Go through the data from its first line and retype each line, stopping once the line containing "Extract the structured" has been retyped.

DATA EXTRACTS:
:::::
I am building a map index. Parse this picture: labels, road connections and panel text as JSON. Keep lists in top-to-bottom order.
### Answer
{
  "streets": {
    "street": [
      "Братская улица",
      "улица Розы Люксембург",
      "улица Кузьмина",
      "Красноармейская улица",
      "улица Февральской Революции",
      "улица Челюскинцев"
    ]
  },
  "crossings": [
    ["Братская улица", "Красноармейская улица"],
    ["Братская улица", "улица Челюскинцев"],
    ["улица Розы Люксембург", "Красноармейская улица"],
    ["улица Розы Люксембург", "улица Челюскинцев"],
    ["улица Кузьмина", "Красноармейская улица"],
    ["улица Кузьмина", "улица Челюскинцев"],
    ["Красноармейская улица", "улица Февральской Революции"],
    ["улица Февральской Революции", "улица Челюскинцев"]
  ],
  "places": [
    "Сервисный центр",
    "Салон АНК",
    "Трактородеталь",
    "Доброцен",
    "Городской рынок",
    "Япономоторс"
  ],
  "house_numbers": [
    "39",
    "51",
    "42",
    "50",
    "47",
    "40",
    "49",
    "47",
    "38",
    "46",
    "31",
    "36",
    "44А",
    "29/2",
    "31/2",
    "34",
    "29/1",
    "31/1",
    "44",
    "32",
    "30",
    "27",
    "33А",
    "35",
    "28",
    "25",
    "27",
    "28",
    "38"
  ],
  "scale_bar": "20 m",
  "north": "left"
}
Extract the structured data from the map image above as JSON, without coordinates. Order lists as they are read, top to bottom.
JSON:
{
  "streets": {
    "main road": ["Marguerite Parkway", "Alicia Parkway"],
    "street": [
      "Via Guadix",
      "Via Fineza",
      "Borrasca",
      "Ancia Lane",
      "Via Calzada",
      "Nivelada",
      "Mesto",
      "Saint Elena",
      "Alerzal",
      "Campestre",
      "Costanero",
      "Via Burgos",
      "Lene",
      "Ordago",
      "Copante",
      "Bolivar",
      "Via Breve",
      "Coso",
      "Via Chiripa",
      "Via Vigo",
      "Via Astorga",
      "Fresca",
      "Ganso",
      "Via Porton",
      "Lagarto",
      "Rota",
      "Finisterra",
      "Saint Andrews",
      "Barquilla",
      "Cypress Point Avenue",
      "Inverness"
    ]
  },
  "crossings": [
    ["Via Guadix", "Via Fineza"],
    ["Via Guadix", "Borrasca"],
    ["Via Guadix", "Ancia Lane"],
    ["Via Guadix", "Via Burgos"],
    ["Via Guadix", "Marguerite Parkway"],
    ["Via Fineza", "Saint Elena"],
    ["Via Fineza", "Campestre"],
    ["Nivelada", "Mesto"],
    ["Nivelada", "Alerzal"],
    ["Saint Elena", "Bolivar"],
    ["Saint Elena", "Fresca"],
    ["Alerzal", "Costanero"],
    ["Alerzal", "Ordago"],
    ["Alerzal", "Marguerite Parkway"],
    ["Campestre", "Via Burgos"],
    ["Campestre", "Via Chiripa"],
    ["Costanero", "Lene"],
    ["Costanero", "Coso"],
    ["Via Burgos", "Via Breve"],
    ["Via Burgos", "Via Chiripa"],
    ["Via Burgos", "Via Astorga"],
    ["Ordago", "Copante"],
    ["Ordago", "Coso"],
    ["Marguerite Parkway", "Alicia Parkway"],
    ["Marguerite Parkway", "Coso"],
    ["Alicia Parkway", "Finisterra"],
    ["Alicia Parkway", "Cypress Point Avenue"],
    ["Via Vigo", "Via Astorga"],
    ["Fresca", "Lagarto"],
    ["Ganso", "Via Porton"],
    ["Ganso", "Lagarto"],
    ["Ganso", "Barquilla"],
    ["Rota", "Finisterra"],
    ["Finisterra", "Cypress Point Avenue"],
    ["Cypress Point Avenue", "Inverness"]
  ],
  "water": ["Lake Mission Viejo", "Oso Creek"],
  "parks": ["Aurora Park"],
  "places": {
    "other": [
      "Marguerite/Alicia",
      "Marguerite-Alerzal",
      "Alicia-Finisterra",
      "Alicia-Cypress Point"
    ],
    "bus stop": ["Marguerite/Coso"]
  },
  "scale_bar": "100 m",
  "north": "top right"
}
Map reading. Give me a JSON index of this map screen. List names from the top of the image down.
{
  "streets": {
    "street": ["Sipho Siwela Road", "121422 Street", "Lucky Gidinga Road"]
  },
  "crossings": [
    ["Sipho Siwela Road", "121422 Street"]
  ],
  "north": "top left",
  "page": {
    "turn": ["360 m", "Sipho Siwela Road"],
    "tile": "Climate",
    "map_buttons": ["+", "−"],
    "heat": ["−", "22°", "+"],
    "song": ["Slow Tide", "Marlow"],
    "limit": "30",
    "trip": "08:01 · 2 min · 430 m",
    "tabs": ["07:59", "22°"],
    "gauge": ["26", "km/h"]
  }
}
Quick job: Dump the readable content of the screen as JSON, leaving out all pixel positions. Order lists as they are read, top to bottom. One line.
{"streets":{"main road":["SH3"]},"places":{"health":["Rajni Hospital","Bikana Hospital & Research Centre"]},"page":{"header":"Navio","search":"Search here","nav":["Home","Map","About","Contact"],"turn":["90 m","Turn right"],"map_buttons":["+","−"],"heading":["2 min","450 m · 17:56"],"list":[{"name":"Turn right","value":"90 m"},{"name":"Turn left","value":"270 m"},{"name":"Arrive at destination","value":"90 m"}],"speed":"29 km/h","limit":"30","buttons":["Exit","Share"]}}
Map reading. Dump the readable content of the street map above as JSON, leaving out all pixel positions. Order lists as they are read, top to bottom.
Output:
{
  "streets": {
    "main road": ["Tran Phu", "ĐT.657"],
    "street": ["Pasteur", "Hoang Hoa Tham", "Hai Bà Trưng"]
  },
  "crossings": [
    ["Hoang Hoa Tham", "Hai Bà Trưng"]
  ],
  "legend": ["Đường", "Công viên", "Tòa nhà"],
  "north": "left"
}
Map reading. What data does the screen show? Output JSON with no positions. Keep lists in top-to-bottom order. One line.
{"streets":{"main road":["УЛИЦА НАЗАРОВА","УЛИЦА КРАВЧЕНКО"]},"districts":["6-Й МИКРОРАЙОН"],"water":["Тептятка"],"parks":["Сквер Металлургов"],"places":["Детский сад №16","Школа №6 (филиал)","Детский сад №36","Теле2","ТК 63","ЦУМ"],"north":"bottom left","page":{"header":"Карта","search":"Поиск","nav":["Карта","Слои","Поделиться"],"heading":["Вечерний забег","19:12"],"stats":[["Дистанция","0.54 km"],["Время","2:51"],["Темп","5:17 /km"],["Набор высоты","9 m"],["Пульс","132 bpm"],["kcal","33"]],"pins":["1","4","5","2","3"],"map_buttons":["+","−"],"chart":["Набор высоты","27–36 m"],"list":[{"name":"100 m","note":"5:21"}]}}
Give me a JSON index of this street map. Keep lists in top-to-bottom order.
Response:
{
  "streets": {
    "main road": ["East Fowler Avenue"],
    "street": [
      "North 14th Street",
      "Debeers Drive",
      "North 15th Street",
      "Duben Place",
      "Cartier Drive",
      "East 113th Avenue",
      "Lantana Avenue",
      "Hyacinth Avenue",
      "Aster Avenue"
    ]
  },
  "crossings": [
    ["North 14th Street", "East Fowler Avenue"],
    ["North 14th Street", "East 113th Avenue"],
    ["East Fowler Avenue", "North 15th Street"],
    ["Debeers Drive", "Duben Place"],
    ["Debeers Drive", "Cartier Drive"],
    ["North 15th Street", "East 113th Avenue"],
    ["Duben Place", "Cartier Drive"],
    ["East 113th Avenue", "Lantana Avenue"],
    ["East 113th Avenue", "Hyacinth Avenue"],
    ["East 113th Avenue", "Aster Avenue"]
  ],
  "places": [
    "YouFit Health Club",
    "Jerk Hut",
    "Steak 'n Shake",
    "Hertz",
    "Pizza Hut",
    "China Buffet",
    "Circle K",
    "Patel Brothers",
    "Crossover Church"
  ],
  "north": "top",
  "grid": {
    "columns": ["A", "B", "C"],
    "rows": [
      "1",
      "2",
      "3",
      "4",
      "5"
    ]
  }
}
:::::
WRITTEN RESPONSE:
I am building a map index. Parse this picture: labels, road connections and panel text as JSON. Keep lists in top-to-bottom order.
### Answer
{
  "streets": {
    "street": [
      "Братская улица",
      "улица Розы Люксембург",
      "улица Кузьмина",
      "Красноармейская улица",
      "улица Февральской Революции",
      "улица Челюскинцев"
    ]
  },
  "crossings": [
    ["Братская улица", "Красноармейская улица"],
    ["Братская улица", "улица Челюскинцев"],
    ["улица Розы Люксембург", "Красноармейская улица"],
    ["улица Розы Люксембург", "улица Челюскинцев"],
    ["улица Кузьмина", "Красноармейская улица"],
    ["улица Кузьмина", "улица Челюскинцев"],
    ["Красноармейская улица", "улица Февральской Революции"],
    ["улица Февральской Революции", "улица Челюскинцев"]
  ],
  "places": [
    "Сервисный центр",
    "Салон АНК",
    "Трактородеталь",
    "Доброцен",
    "Городской рынок",
    "Япономоторс"
  ],
  "house_numbers": [
    "39",
    "51",
    "42",
    "50",
    "47",
    "40",
    "49",
    "47",
    "38",
    "46",
    "31",
    "36",
    "44А",
    "29/2",
    "31/2",
    "34",
    "29/1",
    "31/1",
    "44",
    "32",
    "30",
    "27",
    "33А",
    "35",
    "28",
    "25",
    "27",
    "28",
    "38"
  ],
  "scale_bar": "20 m",
  "north": "left"
}
Extract the structured data from the map image above as JSON, without coordinates. Order lists as they are read, top to bottom.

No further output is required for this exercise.